● Task input
────────────────
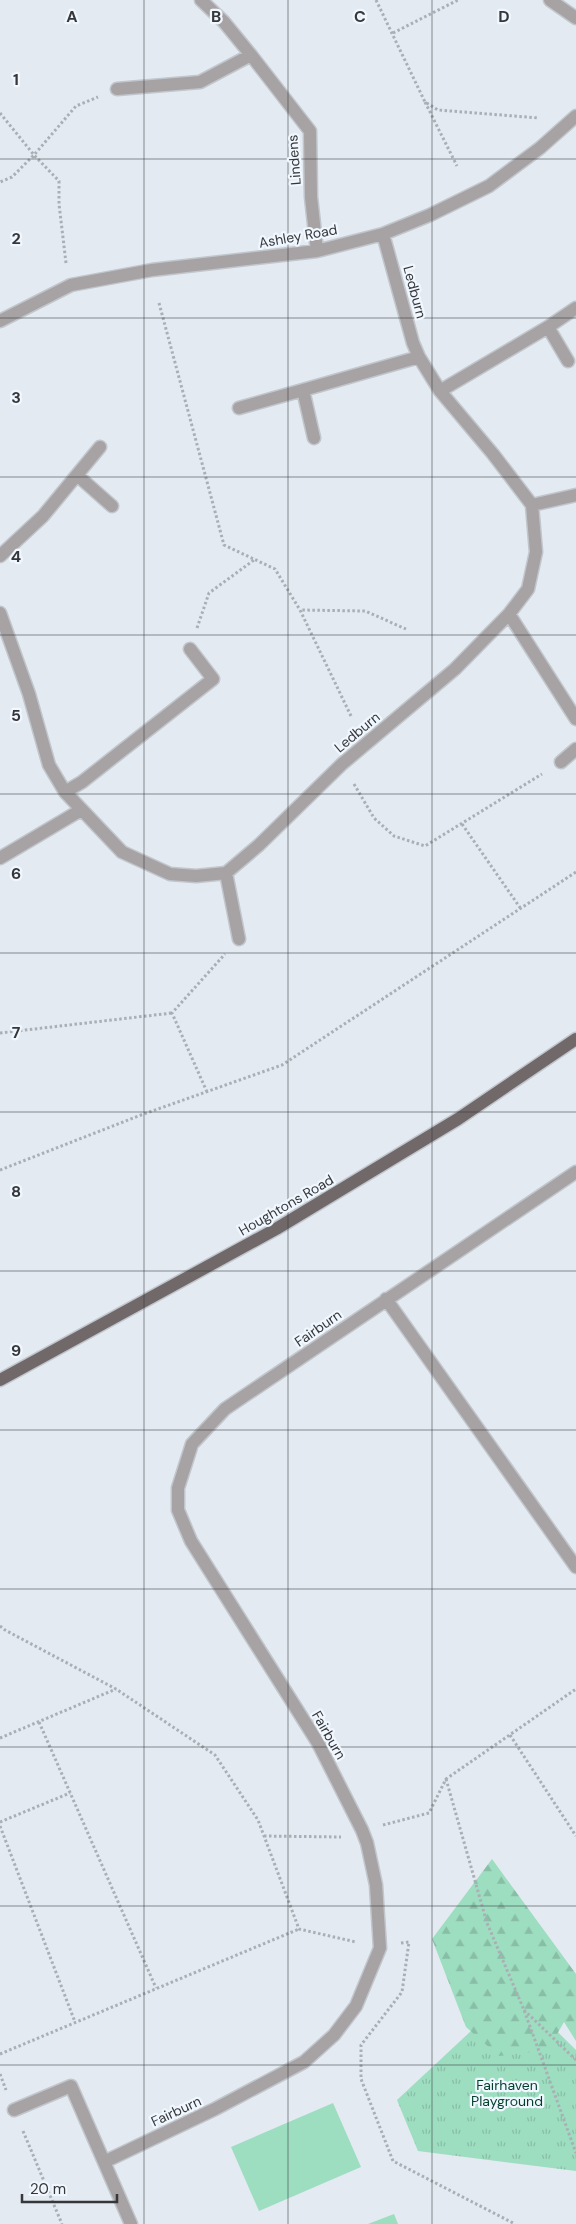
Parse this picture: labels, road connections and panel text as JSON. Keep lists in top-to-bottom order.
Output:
{
  "streets": {
    "main road": ["Houghtons Road"],
    "street": [
      "Lindens",
      "Ashley Road",
      "Ledburn",
      "Fairburn"
    ]
  },
  "crossings": [
    ["Lindens", "Ashley Road"],
    ["Ashley Road", "Ledburn"]
  ],
  "parks": ["Fairhaven Playground"],
  "scale_bar": "20 m",
  "grid": {
    "columns": [
      "A",
      "B",
      "C",
      "D"
    ],
    "rows": [
      "1",
      "2",
      "3",
      "4",
      "5",
      "6",
      "7",
      "8",
      "9"
    ]
  }
}
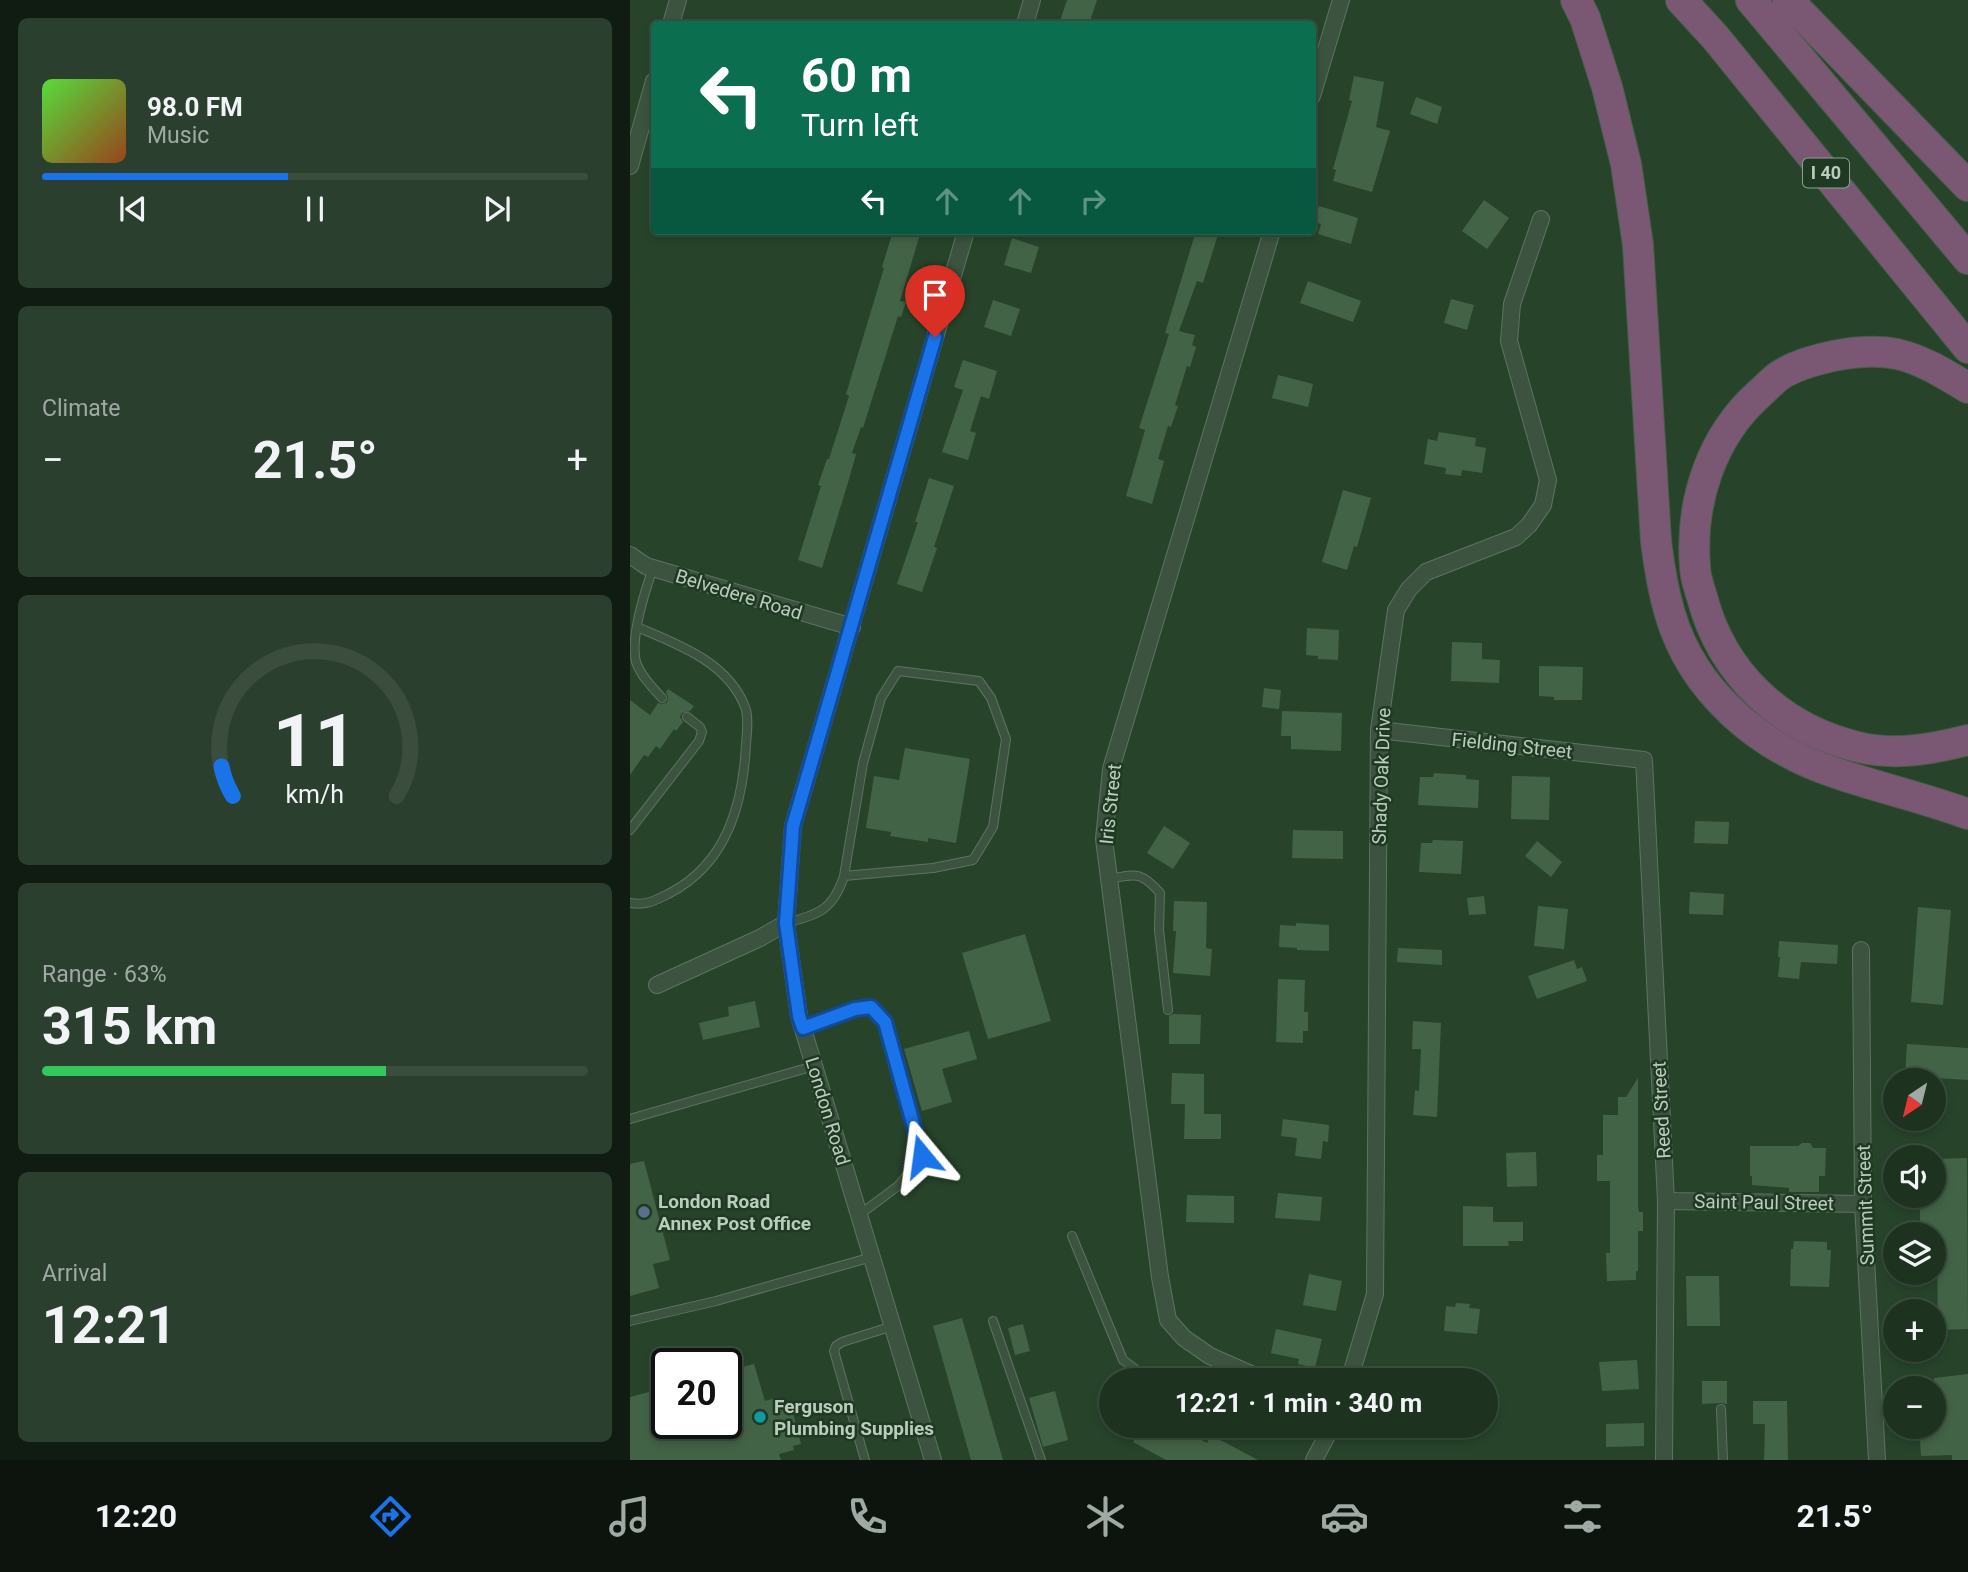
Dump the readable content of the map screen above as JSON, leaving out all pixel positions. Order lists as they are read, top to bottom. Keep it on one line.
{"streets":{"highway":["I 40"],"street":["Belvedere Road","Fielding Street","Shady Oak Drive","Iris Street","Reed Street","London Road","Saint Paul Street","Summit Street"]},"crossings":[["Belvedere Road","London Road"],["Fielding Street","Shady Oak Drive"],["Fielding Street","Reed Street"],["Reed Street","Saint Paul Street"],["Saint Paul Street","Summit Street"]],"places":["London Road Annex Post Office","Ferguson Plumbing Supplies"],"north":"bottom left","page":{"turn":["60 m","Turn left"],"song":["98.0 FM","Music"],"tile":["Climate",["Range · 63%","315 km"],["Arrival","12:21"]],"heat":["−","21.5°","+"],"map_buttons":["+","−"],"limit":"20","trip":"12:21 · 1 min · 340 m","tabs":["12:20","21.5°"],"gauge":["11","km/h"]}}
────────────────
● Problem to work on
Any picture in the material is to be left out, and everything else is to be retyped as is.

● Written answer
Parse this picture: labels, road connections and panel text as JSON. Keep lists in top-to-bottom order.
Output:
{
  "streets": {
    "main road": ["Houghtons Road"],
    "street": [
      "Lindens",
      "Ashley Road",
      "Ledburn",
      "Fairburn"
    ]
  },
  "crossings": [
    ["Lindens", "Ashley Road"],
    ["Ashley Road", "Ledburn"]
  ],
  "parks": ["Fairhaven Playground"],
  "scale_bar": "20 m",
  "grid": {
    "columns": [
      "A",
      "B",
      "C",
      "D"
    ],
    "rows": [
      "1",
      "2",
      "3",
      "4",
      "5",
      "6",
      "7",
      "8",
      "9"
    ]
  }
}
Dump the readable content of the map screen above as JSON, leaving out all pixel positions. Order lists as they are read, top to bottom. Keep it on one line.
{"streets":{"highway":["I 40"],"street":["Belvedere Road","Fielding Street","Shady Oak Drive","Iris Street","Reed Street","London Road","Saint Paul Street","Summit Street"]},"crossings":[["Belvedere Road","London Road"],["Fielding Street","Shady Oak Drive"],["Fielding Street","Reed Street"],["Reed Street","Saint Paul Street"],["Saint Paul Street","Summit Street"]],"places":["London Road Annex Post Office","Ferguson Plumbing Supplies"],"north":"bottom left","page":{"turn":["60 m","Turn left"],"song":["98.0 FM","Music"],"tile":["Climate",["Range · 63%","315 km"],["Arrival","12:21"]],"heat":["−","21.5°","+"],"map_buttons":["+","−"],"limit":"20","trip":"12:21 · 1 min · 340 m","tabs":["12:20","21.5°"],"gauge":["11","km/h"]}}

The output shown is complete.